Assignment: Look through the records below for the word "Durham". Report how many lines have it, and only that number.

-- Study material follows --

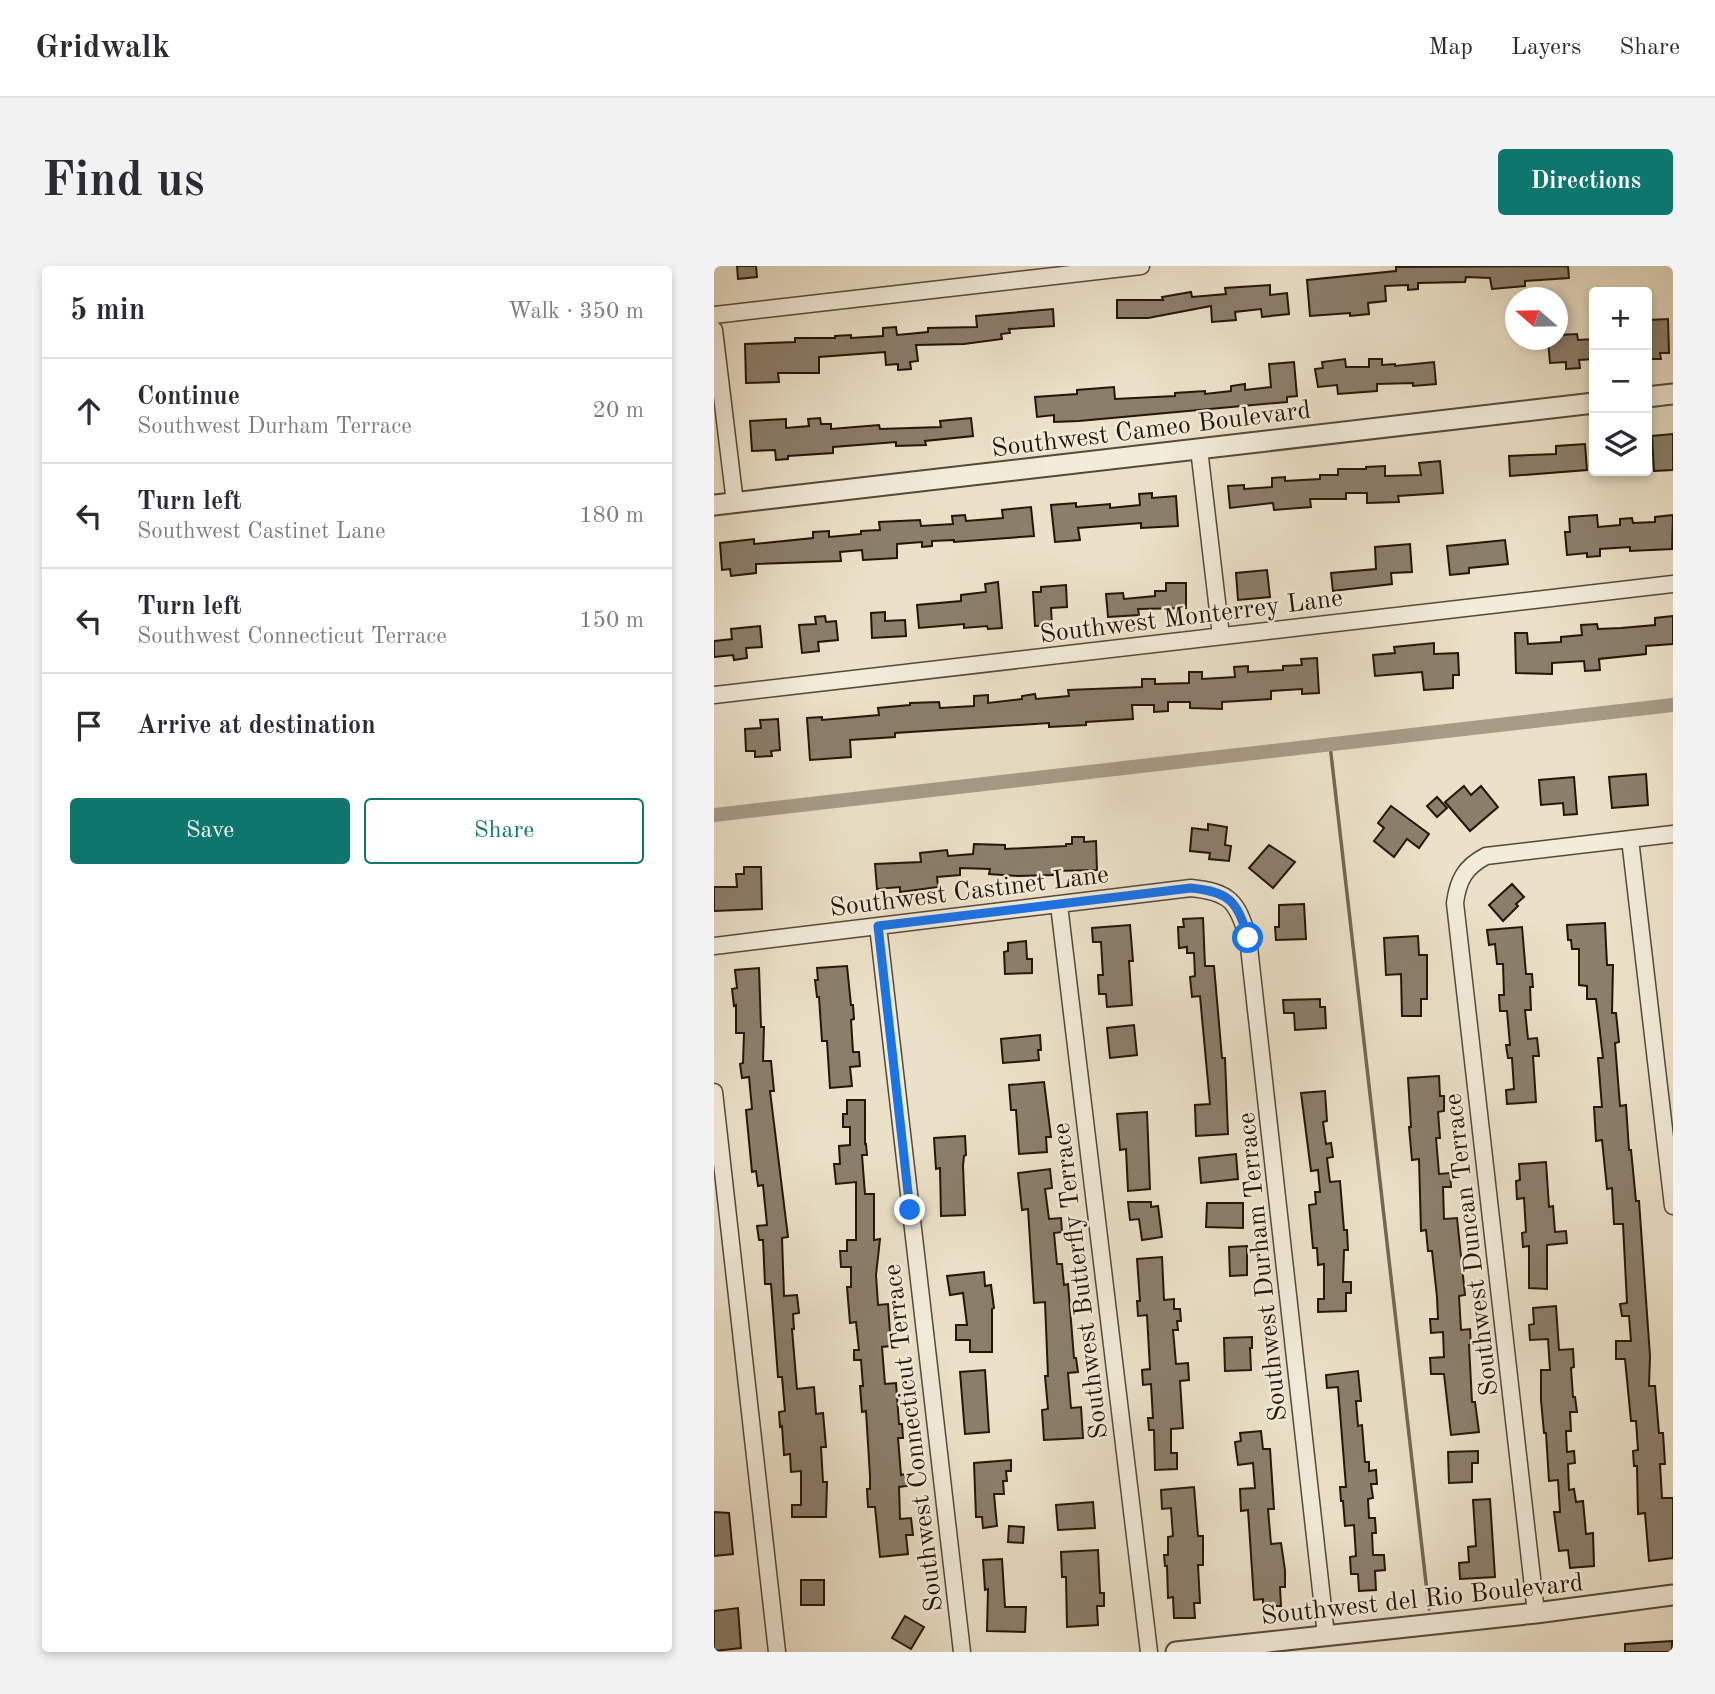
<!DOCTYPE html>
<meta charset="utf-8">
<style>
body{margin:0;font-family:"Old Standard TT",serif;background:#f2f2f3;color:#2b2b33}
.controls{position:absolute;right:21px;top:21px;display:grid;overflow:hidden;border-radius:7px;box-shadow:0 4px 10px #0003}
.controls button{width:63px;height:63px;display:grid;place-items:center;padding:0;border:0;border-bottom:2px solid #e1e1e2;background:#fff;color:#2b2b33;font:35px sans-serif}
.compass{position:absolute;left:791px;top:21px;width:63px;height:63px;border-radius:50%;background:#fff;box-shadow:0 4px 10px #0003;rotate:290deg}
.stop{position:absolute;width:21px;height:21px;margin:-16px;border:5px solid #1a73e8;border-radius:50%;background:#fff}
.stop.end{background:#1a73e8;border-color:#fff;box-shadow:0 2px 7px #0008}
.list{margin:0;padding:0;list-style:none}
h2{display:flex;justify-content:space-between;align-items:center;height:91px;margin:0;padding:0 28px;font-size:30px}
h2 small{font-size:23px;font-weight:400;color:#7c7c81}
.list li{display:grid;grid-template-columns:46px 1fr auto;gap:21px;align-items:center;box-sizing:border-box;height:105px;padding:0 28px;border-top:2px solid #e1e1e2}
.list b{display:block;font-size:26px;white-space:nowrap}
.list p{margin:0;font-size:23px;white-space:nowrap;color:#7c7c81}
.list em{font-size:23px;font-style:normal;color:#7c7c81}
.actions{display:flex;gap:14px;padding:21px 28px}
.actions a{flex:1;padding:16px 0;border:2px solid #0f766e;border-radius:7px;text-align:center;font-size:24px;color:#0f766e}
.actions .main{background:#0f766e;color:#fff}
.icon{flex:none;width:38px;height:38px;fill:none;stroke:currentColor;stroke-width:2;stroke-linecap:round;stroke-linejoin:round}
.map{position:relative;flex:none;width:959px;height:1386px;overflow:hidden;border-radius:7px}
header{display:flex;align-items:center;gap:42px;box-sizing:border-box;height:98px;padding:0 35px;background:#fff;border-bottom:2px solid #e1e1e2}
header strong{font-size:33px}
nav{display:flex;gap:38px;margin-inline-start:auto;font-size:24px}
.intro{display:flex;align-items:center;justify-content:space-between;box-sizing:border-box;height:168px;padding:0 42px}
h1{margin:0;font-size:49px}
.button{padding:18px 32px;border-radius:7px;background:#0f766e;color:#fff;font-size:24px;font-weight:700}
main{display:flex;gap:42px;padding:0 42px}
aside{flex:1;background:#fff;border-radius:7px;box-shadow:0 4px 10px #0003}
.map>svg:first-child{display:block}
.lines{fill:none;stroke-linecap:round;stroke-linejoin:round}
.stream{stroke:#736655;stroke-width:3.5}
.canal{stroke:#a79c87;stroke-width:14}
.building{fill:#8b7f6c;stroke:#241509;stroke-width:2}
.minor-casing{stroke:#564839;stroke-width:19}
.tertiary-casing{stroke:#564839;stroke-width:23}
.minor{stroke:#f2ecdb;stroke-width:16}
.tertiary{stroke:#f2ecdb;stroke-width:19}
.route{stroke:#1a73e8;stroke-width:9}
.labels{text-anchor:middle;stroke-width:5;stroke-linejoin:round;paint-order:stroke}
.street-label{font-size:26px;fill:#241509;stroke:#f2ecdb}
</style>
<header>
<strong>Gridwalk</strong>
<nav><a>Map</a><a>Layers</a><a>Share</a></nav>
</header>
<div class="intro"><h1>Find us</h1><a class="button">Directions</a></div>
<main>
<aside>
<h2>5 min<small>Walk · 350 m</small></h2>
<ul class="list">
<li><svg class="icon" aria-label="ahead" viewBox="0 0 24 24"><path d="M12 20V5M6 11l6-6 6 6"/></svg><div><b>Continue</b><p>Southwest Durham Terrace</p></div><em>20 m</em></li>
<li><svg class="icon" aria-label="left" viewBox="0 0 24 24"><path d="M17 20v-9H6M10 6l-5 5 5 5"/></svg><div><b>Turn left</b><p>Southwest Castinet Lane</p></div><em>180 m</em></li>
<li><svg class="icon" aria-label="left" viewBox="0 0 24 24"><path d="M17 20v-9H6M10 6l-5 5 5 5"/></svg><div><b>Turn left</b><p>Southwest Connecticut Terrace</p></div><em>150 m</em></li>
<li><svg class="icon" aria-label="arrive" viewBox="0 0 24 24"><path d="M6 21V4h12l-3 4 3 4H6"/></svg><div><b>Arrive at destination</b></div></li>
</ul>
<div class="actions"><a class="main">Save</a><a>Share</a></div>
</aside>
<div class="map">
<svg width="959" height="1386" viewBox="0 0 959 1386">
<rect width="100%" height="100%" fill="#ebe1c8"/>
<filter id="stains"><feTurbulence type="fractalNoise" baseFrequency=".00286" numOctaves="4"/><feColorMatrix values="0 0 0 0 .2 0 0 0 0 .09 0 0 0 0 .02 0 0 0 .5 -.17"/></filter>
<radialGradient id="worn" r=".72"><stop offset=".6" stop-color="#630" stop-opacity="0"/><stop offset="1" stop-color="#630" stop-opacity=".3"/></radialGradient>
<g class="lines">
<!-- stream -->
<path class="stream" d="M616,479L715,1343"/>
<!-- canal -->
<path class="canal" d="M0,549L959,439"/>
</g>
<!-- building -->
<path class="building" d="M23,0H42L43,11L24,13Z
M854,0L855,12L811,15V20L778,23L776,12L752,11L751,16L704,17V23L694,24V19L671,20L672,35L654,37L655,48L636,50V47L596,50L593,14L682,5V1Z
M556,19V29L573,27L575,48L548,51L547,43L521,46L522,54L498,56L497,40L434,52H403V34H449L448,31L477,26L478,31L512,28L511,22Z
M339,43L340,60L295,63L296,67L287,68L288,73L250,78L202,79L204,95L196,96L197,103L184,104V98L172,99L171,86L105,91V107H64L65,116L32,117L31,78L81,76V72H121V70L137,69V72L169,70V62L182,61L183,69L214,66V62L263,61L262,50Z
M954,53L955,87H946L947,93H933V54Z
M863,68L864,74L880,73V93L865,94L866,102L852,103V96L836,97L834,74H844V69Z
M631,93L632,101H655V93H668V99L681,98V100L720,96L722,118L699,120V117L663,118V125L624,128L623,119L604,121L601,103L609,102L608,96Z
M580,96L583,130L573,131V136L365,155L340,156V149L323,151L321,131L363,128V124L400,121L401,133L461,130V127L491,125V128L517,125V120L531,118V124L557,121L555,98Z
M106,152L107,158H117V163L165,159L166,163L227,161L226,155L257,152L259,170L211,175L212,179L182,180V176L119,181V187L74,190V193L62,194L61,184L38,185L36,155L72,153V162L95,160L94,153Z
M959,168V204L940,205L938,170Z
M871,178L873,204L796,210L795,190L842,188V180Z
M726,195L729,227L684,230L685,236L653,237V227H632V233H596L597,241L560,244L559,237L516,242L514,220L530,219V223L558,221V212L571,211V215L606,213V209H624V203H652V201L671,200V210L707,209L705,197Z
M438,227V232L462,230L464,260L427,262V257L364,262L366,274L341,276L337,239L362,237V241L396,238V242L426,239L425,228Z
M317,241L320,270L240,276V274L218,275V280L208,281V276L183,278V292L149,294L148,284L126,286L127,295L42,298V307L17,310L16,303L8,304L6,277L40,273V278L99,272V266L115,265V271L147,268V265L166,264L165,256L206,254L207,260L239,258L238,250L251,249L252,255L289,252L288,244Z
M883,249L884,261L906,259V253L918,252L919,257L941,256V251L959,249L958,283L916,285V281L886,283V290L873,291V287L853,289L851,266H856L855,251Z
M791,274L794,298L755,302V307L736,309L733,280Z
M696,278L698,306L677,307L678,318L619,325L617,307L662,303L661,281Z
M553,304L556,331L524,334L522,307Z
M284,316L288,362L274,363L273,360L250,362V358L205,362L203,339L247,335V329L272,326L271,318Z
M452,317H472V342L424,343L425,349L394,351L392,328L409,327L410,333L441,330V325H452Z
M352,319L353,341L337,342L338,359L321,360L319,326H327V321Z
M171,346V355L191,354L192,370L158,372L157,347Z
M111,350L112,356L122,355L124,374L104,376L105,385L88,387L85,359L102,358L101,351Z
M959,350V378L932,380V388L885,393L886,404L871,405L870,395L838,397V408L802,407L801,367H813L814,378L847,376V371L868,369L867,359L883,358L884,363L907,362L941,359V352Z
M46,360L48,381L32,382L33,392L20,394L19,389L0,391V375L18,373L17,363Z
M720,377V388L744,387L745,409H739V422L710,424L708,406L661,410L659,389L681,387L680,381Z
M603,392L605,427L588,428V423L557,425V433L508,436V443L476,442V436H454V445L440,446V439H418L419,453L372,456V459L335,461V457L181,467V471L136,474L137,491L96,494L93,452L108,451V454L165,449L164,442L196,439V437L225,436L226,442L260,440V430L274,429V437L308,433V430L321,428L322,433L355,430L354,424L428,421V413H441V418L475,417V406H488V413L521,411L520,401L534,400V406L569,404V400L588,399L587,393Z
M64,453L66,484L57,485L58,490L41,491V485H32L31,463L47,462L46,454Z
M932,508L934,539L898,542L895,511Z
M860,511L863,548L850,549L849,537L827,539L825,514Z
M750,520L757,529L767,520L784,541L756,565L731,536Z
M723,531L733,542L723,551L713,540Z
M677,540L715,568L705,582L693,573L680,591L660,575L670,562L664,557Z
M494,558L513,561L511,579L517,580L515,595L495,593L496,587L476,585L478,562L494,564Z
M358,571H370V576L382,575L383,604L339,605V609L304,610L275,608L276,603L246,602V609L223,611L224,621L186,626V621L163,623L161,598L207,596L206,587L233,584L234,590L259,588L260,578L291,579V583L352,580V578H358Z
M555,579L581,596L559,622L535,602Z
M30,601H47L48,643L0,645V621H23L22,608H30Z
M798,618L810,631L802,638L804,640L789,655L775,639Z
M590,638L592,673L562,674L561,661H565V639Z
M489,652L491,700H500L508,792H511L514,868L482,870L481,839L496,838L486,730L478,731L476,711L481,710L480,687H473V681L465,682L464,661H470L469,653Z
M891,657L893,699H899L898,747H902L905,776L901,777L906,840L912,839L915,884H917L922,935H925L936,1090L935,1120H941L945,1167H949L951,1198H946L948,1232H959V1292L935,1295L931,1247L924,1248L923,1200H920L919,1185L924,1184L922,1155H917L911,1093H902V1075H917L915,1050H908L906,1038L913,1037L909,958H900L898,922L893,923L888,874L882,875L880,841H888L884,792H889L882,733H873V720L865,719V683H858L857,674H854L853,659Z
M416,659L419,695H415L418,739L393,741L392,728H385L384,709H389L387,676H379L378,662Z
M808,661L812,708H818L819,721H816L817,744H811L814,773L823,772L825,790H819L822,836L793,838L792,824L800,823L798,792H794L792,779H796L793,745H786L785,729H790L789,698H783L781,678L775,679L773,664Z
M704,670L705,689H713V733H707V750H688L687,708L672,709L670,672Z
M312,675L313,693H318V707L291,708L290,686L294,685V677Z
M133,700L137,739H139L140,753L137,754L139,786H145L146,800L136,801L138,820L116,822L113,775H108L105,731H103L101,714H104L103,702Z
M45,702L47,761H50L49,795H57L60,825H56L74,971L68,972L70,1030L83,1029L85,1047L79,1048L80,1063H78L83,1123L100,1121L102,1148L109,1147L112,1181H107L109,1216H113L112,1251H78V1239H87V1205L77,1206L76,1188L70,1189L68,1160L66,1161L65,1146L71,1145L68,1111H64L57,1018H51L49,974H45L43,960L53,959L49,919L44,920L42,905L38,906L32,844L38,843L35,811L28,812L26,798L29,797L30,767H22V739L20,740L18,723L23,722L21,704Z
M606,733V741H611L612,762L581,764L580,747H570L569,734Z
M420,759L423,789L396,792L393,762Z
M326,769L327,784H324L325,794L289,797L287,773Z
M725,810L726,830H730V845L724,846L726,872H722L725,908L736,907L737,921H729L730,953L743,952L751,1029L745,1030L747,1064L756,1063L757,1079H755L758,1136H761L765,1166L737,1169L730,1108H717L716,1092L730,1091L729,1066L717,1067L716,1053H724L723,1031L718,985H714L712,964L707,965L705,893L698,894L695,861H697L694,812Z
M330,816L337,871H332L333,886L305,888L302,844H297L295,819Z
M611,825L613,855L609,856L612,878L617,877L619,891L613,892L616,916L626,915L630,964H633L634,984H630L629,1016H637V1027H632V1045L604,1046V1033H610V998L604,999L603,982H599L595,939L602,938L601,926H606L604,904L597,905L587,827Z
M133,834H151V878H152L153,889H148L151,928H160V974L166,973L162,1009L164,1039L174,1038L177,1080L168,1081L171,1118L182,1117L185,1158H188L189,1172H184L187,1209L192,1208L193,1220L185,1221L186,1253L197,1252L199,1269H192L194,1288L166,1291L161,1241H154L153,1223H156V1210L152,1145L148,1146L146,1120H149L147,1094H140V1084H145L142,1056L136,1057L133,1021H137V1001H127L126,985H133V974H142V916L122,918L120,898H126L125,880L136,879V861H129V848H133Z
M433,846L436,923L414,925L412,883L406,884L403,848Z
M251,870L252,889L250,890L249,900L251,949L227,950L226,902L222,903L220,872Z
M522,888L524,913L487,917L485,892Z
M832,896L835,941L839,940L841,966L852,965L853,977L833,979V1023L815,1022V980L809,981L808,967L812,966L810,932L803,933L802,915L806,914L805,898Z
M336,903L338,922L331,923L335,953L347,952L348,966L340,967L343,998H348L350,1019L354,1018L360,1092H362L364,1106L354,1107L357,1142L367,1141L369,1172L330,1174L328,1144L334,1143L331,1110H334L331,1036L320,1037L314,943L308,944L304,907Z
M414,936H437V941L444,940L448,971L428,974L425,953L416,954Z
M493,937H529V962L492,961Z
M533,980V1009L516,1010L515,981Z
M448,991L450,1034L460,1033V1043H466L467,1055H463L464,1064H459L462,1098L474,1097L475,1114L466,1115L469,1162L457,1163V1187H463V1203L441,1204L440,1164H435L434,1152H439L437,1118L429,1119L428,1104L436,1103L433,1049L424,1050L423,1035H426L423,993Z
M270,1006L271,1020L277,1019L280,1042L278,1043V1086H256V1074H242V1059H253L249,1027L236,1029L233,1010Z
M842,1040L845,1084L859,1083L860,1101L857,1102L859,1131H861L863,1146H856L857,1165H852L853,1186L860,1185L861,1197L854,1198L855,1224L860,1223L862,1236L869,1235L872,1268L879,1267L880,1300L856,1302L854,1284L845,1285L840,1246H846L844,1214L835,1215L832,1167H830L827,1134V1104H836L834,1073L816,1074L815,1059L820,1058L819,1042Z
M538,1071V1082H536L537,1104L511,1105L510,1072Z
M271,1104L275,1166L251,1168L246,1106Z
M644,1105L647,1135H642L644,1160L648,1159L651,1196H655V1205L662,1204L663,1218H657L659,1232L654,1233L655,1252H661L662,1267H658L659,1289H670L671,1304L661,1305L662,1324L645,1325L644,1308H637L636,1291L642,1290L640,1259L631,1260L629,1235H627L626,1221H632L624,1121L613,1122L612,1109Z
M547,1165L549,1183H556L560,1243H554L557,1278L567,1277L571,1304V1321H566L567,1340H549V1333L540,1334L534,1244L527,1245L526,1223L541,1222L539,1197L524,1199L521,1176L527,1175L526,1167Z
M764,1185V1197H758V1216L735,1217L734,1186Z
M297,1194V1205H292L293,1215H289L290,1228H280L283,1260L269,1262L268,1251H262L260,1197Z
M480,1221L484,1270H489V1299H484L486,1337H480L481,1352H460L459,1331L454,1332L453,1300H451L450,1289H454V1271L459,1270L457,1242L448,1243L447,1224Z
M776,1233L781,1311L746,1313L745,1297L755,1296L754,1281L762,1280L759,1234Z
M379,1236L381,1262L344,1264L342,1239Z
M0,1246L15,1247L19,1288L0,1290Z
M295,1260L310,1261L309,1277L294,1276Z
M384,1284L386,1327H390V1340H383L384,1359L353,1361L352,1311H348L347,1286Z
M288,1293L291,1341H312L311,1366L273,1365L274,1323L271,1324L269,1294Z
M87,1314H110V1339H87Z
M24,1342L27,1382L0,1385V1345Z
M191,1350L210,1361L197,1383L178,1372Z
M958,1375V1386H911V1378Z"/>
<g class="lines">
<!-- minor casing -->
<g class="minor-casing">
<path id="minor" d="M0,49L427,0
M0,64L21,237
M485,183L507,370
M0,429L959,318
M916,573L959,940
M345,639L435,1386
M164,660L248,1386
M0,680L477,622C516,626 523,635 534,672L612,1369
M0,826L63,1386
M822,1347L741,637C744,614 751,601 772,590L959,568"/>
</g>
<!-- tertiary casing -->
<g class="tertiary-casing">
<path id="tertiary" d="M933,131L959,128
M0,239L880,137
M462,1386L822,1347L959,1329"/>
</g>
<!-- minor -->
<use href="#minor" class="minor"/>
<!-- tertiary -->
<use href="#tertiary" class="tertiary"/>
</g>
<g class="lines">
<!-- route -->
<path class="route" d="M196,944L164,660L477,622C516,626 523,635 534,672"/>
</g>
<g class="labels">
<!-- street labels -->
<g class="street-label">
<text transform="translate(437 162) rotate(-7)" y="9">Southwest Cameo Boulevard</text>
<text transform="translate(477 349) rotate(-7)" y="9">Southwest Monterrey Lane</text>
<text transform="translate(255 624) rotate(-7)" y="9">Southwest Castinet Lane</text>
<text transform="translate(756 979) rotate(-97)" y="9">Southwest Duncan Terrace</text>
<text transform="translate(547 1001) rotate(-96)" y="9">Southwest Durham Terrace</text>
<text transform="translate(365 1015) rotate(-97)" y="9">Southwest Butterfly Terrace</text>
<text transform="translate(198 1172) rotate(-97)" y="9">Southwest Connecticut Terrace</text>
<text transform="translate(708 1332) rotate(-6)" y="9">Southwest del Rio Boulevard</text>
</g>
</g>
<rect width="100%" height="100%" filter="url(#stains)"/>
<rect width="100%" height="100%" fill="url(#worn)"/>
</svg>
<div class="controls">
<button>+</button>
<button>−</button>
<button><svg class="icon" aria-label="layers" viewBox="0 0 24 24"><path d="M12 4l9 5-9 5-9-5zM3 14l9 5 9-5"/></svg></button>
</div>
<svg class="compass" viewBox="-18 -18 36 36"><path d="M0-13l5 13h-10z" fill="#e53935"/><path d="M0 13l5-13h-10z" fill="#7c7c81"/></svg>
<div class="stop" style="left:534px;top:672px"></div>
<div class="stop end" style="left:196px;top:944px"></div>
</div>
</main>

-- Study material concluded --

Written answer: 2